Decoy Selection Algorithm
Exploring the Core of Zano's Privacy Mechanisms
One of the fundamental principles of privacy used by Zano is 'unlinkability' — a feature that prevents the association of transactions with each other. In creating a transaction, the sender references their own input and also includes a 'decoy set' — outputs from random transactions of other users. This incorporation of decoys ensures that, through a specialized Ring Signature, the sender is cryptographically proven to own only one of the inputs. However, it remains unknown to a third-party observer which specific input belongs to the sender.
In the first implementation of CryptoNote, the decoy mechanism was rudimentary, relying on randomly chosen outputs uniformly distributed across the entire blockchain history. The issue arose when a decoy was selected from a segment of the blockchain where the expected output was unlikely. This made the ring signature relatively easy to deanonymize with high confidence.
Researchers in Monero first noted that a flat distribution did not match the typical pattern of output usage. They undertook several iterations to improve their decoy set algorithm. At the time of writing, Monero's default model uses statistical analysis, presented as a log-gamma distribution, which closely mirrors the typical lifespan of coins.
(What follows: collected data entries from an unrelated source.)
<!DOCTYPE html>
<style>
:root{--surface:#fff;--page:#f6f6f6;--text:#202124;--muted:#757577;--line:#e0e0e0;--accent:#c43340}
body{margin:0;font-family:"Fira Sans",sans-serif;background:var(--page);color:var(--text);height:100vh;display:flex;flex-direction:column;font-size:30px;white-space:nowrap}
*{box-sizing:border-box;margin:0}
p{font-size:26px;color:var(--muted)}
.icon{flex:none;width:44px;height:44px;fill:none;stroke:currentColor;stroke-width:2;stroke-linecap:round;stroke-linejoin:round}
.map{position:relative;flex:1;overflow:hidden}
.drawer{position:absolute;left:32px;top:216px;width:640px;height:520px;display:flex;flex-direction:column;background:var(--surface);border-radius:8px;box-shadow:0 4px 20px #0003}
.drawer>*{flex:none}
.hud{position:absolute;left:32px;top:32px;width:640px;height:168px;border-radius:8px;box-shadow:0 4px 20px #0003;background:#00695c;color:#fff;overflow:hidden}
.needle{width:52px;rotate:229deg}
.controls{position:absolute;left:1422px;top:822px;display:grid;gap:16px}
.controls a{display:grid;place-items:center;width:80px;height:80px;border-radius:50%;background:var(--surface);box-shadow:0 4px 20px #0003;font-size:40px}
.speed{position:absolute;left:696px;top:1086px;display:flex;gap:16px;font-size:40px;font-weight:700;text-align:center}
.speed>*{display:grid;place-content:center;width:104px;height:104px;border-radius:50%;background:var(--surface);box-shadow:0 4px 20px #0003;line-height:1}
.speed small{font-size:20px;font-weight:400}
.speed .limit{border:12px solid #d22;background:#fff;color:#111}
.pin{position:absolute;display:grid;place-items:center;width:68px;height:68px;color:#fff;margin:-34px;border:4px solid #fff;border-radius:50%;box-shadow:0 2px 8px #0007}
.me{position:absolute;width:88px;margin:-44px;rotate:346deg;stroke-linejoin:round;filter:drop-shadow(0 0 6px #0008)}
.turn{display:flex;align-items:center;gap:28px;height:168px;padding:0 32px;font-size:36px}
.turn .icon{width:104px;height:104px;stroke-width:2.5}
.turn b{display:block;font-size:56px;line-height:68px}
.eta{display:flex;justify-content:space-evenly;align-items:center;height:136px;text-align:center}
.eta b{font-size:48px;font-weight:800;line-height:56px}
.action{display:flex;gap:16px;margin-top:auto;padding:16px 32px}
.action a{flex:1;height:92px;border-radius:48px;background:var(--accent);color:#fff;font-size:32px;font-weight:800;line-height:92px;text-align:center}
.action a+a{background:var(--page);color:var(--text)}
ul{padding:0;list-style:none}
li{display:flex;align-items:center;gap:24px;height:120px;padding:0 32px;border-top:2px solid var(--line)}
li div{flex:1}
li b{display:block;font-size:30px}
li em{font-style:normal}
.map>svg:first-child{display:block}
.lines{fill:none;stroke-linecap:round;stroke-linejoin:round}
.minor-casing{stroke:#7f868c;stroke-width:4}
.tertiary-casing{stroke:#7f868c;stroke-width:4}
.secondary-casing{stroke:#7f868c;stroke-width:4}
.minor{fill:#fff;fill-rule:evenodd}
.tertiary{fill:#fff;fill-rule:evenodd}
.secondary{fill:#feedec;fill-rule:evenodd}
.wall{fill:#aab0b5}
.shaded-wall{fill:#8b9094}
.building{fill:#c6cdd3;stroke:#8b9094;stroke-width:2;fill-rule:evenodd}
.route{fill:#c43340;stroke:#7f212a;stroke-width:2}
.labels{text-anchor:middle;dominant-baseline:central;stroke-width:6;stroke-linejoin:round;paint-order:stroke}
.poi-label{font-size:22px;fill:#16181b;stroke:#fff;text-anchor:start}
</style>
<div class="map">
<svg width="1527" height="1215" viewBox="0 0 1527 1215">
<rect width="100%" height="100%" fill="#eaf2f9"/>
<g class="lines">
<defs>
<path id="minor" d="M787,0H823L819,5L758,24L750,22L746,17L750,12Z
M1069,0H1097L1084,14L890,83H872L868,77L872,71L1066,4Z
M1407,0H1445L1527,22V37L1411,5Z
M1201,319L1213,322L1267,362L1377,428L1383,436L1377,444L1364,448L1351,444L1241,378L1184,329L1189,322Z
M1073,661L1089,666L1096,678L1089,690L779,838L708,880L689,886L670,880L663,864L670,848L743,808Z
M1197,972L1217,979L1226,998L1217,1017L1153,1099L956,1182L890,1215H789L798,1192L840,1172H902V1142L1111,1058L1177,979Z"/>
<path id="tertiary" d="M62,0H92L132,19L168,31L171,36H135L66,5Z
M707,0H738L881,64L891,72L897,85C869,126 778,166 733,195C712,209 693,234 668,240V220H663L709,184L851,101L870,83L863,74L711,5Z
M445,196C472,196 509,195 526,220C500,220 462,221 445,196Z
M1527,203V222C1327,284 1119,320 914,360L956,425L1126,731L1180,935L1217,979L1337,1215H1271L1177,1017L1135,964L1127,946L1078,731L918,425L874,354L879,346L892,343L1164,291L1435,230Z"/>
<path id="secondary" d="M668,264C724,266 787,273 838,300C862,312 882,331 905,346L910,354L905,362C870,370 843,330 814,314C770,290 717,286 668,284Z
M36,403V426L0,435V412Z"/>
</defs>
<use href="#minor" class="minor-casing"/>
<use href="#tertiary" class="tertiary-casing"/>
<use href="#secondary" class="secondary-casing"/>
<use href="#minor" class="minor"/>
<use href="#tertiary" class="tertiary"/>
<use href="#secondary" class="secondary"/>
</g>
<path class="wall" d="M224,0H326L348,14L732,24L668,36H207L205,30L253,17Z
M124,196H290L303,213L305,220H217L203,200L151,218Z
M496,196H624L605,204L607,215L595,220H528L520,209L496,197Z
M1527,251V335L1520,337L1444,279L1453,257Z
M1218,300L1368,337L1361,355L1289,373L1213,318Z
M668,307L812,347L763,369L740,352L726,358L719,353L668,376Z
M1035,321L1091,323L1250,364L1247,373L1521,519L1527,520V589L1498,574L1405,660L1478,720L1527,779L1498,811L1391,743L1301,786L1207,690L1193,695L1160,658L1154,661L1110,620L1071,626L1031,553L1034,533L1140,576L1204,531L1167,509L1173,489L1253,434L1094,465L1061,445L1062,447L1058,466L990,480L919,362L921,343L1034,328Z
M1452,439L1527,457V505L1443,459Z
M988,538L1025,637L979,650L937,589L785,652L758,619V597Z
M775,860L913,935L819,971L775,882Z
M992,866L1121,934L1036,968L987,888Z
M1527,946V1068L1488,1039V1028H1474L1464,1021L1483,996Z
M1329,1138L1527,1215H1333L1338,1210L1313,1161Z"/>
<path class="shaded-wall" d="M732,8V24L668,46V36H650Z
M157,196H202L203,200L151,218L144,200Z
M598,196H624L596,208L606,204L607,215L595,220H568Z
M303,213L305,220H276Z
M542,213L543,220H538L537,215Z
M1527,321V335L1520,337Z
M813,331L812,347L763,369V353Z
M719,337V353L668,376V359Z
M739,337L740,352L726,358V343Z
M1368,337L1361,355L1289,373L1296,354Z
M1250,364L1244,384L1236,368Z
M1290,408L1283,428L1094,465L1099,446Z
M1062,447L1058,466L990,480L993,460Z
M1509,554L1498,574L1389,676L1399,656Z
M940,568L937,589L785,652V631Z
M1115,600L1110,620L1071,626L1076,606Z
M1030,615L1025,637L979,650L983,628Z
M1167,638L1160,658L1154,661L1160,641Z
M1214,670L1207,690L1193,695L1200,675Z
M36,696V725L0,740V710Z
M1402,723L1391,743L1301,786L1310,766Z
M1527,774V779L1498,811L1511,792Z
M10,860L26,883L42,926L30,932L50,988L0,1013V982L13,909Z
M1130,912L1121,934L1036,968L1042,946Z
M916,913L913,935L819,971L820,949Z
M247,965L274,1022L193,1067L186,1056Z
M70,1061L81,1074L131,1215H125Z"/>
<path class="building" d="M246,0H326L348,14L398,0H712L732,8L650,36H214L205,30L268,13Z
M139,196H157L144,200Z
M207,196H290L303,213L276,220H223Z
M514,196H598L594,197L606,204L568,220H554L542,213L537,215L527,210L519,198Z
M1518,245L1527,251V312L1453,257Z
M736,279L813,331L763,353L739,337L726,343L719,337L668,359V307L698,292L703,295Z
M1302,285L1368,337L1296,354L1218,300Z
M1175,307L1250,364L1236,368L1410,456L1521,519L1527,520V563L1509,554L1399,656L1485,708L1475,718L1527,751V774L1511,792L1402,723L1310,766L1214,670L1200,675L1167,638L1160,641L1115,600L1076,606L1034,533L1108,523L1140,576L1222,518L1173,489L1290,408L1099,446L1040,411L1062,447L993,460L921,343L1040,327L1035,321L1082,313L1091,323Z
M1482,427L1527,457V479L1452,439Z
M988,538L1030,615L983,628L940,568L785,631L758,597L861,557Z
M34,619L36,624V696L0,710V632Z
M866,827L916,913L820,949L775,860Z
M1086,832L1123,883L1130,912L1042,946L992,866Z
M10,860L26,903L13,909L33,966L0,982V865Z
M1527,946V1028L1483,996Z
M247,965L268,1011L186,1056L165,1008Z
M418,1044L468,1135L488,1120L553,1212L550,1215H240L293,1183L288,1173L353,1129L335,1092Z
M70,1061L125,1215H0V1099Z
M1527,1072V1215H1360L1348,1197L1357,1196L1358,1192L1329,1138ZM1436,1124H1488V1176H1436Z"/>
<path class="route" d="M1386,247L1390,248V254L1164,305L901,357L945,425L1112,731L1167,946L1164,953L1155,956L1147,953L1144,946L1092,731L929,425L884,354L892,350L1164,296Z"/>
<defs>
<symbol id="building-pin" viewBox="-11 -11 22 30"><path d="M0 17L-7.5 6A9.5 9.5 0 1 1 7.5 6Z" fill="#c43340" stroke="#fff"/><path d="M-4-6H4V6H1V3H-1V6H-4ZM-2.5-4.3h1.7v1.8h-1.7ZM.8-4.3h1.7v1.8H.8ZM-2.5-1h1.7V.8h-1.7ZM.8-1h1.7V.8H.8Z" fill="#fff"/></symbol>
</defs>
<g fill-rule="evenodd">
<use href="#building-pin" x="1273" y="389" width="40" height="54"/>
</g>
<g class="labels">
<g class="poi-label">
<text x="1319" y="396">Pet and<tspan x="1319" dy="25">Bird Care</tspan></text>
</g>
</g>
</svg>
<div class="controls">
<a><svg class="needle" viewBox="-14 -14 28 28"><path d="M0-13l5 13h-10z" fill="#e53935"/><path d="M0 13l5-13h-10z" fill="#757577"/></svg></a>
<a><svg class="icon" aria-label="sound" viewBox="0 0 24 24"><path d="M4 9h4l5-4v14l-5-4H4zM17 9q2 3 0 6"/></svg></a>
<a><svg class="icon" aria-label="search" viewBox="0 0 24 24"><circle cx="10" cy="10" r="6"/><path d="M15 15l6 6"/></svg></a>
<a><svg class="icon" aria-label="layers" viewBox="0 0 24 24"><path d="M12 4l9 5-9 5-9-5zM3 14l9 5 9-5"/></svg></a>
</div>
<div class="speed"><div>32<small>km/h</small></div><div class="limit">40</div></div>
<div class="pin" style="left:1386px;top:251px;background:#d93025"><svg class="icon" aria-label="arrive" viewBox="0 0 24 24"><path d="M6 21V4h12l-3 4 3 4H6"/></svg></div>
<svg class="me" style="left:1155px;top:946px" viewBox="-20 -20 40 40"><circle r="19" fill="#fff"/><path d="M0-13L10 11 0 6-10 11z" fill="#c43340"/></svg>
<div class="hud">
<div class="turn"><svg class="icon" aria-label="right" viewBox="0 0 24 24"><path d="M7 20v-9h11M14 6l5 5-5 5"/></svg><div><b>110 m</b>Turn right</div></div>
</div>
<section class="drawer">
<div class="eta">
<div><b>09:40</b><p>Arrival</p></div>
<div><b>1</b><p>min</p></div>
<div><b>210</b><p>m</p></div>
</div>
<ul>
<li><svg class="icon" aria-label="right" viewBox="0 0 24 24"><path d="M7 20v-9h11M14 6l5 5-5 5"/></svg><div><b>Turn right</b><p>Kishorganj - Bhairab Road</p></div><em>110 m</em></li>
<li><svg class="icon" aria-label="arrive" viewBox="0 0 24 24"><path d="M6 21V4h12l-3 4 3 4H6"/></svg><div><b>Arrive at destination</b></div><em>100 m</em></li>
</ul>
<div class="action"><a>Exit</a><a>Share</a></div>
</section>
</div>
As we transitioned to the Zarcanum era, with its emphasis on hidden amounts, we at Zano undertook our own research to develop an appropriate algorithm for decoy set selection. The Zarcanum era represents a significant advancement in our blockchain's capabilities, warranting this new approach.
Background
The distribution pattern of spent outputs is influenced by various factors, including the typical behavior of the average user. Hence, the typical distribution of coin lifespan for most tokens/blockchains is remarkably similar.
These patterns, however, can shift during key historical events, like significant price changes or major news. Our assessment will focus primarily on these basic patterns.
In addition to user behavior, which may be influenced by psychology, external events, or the state of the network, the distribution can be affected by the activities of large services handling a significant volume of transactions. For instance, mining pools often have a distinct pattern of consolidating coinbase-generated transactions within a short time frame. Additionally, wallet algorithms for coin selection (relevant to projects like Bitcoin, Monero, and Zano, but not to Ethereum-like networks with a balance tree) can also influence distribution.
Given these factors, we adopted a data-driven approach. Our model's distribution is defined by data points characterizing the distribution typical for Zano. This method allows us flexibility to adjust the distribution in response to evolving blockchain usage trends, without complicating the algorithm itself.
Solution
To gather reliable data on Zano's output usage, we employed three approaches:
- Analyzing data from various real wallets to which we had access.
- Receiving anonymized data from external users.
- Directly analyzing the Zano blockchain.
It's crucial to recognize that distribution patterns evolve with the blockchain's growth. The pattern at 100,000 blocks is different from that at two million blocks. We focused on data between blocks 1,700,000 and 2,000,000 to accurately capture current trends. This is the observed distribution of outputs for regular transactions at these heights:
We also examined staking transactions, which displayed a different distribution pattern, further validating our data-driven model choice.
Scaling
Our model needed to adapt to the blockchain's growth, maintaining relevance regardless of size. We examined how the distribution pattern shifted with changing block numbers. We found a specific function that accurately describes this transformation:
$$ y\left(x\right)=x\cdot a+\ \left(1-e^{-\frac{1}{y_{m}}\cdot x}\right)\cdot y_{m}\ \cdot\ \left(1-a\right) $$
$$ k=\frac{x_{m}}{y_{m}} $$
$$ a=\frac{e^{-k}}{k-1+e^{-k}} $$
Where \( x_{m} \) is the height at which the reference distribution is fixed, and \( y_{m} \) is the height into which the projection is made. Thus, if the projection is done in the direction of compression, then \( k > 1 \), and if in the direction of expansion, then \( k < 1 \).
This function allowed us to project our reference distribution accurately from a height of 2,000,000 blocks down to 500,000.
We tested the new algorithm using data collected at a chain length of 1,800,000 blocks, projecting it to 20,000 blocks. The results closely matched the real data we gathered, affirming the accuracy of our default distribution model.
Conclusion
Our decoy selection algorithm is designed to be adaptable, reflecting the current network usage patterns. We use a table form to approximate the pattern curve for flexibility. Future research may indicate the need for adjustments, and our approach allows us to respond swiftly to such changes. Looking ahead, we are hopeful for the development of full membership proof. This advancement could elevate CryptoNotes' privacy to an unprecedented level, potentially making the decoy selection algorithm obsolete.